Data extracted from a collection

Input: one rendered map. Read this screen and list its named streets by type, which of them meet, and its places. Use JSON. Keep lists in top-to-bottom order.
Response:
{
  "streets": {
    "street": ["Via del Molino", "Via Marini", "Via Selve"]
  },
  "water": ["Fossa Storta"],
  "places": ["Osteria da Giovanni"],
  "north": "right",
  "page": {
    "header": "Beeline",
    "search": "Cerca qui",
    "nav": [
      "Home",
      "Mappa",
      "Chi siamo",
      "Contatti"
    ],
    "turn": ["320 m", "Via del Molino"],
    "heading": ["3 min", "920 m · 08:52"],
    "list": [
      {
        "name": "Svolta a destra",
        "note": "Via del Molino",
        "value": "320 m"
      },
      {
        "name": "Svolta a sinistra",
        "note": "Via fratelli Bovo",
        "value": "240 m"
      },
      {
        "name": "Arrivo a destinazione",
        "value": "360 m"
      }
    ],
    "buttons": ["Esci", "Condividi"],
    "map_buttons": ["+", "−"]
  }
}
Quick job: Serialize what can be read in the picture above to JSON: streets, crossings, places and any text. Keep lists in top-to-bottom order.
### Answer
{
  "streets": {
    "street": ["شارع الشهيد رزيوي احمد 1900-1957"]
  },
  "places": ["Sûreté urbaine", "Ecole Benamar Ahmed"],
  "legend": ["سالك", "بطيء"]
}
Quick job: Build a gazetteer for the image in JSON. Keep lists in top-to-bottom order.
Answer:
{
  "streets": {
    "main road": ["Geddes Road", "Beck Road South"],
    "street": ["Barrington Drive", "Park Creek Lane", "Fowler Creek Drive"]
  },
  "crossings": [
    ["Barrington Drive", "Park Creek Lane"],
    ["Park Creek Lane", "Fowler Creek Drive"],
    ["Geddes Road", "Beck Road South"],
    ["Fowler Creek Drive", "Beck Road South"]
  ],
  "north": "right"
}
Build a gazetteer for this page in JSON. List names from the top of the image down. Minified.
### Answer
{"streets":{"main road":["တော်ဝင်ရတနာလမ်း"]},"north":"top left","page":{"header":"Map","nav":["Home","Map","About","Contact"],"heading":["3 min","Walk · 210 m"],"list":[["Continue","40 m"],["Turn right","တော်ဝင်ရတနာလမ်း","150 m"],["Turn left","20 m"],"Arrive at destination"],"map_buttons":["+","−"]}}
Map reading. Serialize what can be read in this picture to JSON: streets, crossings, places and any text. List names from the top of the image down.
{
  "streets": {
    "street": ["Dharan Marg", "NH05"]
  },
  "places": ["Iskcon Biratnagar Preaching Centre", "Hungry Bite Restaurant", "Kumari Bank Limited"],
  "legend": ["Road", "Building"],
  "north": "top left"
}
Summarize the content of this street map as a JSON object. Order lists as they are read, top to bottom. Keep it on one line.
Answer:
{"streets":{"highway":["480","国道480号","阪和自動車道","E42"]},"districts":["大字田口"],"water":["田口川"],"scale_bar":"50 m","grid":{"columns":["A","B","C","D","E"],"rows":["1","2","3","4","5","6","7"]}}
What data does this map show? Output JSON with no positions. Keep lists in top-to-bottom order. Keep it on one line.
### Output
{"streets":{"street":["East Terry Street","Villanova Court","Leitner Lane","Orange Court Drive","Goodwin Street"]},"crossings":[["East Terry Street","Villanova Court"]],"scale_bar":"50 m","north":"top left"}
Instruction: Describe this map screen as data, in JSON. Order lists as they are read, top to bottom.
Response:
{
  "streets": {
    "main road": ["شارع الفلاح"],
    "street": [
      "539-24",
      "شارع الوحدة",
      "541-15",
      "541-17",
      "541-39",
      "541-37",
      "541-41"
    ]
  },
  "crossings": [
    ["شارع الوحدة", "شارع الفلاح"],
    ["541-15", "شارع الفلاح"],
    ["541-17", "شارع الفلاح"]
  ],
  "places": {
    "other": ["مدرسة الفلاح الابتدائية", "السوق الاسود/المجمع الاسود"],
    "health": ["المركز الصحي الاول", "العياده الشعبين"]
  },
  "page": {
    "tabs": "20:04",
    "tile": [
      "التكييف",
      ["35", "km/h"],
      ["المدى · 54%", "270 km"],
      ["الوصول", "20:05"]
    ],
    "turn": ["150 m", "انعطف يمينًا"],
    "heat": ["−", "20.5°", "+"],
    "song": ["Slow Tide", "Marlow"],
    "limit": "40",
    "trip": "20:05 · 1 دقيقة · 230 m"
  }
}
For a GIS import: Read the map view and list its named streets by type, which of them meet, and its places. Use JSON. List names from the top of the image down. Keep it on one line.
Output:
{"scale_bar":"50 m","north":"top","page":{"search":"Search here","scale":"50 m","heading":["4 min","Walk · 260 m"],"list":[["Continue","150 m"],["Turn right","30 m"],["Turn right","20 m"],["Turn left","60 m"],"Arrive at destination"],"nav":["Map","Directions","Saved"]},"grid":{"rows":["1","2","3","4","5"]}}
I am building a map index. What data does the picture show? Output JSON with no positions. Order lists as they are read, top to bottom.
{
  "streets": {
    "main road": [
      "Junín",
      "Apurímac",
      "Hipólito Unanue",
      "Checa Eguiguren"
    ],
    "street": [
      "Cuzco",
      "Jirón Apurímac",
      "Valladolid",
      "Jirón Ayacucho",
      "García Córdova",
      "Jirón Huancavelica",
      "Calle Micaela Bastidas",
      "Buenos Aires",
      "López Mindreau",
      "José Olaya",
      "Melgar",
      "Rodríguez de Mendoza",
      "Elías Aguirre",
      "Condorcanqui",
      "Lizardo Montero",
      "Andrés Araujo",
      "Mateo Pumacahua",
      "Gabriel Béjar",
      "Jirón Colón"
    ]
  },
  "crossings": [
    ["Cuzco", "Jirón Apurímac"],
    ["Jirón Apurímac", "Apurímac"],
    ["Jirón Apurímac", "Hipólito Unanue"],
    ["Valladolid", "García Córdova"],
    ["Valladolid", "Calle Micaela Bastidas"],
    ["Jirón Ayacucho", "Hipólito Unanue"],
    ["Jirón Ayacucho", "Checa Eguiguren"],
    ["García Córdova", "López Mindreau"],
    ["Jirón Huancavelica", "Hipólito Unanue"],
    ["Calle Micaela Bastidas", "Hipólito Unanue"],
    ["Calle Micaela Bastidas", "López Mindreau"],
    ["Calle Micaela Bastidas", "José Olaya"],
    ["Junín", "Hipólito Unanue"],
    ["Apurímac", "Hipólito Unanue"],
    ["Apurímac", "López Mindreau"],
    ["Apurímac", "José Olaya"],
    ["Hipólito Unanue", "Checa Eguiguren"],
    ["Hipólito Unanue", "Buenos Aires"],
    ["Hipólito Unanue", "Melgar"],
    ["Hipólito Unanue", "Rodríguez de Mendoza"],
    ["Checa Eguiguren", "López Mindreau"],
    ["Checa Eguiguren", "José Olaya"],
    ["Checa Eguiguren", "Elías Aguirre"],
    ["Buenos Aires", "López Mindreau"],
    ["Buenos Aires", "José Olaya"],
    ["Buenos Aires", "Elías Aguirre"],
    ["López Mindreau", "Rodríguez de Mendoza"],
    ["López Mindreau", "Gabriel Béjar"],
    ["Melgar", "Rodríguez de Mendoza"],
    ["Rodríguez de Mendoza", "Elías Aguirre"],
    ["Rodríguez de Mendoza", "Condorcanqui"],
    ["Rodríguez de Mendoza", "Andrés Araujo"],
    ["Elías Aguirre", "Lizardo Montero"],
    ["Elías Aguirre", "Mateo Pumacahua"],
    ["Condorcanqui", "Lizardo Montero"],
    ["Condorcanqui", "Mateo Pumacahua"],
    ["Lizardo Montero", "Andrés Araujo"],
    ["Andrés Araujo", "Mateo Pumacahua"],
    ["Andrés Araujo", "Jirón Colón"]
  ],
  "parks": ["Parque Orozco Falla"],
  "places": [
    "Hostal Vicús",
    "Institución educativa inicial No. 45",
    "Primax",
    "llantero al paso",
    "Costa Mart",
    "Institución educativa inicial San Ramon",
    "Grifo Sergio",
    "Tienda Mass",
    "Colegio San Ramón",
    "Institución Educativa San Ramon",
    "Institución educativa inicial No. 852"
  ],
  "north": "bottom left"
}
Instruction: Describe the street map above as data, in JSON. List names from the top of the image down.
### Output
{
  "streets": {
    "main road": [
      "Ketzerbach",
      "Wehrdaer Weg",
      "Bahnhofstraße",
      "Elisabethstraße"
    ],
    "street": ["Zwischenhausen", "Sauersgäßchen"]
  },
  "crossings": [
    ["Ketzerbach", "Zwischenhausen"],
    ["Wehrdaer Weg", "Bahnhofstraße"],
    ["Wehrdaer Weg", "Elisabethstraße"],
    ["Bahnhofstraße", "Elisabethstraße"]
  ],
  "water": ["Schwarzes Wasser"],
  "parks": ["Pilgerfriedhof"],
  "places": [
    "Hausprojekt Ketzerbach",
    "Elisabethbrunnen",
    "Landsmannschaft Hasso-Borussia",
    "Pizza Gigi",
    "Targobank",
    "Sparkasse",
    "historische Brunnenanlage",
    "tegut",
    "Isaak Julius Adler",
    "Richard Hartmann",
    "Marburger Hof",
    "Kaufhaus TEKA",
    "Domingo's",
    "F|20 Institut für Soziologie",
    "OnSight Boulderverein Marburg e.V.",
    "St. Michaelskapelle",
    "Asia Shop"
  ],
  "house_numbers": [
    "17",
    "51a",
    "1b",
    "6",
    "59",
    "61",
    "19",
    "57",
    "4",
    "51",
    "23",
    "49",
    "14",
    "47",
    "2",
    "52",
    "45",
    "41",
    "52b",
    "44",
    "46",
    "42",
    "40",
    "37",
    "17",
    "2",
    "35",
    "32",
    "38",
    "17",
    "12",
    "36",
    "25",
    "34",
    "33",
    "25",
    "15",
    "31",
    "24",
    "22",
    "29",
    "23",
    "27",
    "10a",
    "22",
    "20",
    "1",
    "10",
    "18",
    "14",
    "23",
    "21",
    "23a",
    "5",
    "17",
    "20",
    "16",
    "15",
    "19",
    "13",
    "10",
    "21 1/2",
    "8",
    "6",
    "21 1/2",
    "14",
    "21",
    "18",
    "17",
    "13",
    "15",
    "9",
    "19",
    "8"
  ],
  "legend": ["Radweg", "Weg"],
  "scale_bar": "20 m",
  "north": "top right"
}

*WHAT YOU WILL DO*: Every line in the data that holds "Describe" should be copied out.

*YOUR SOLUTION*:
Instruction: Describe this map screen as data, in JSON. Order lists as they are read, top to bottom.
Instruction: Describe the street map above as data, in JSON. List names from the top of the image down.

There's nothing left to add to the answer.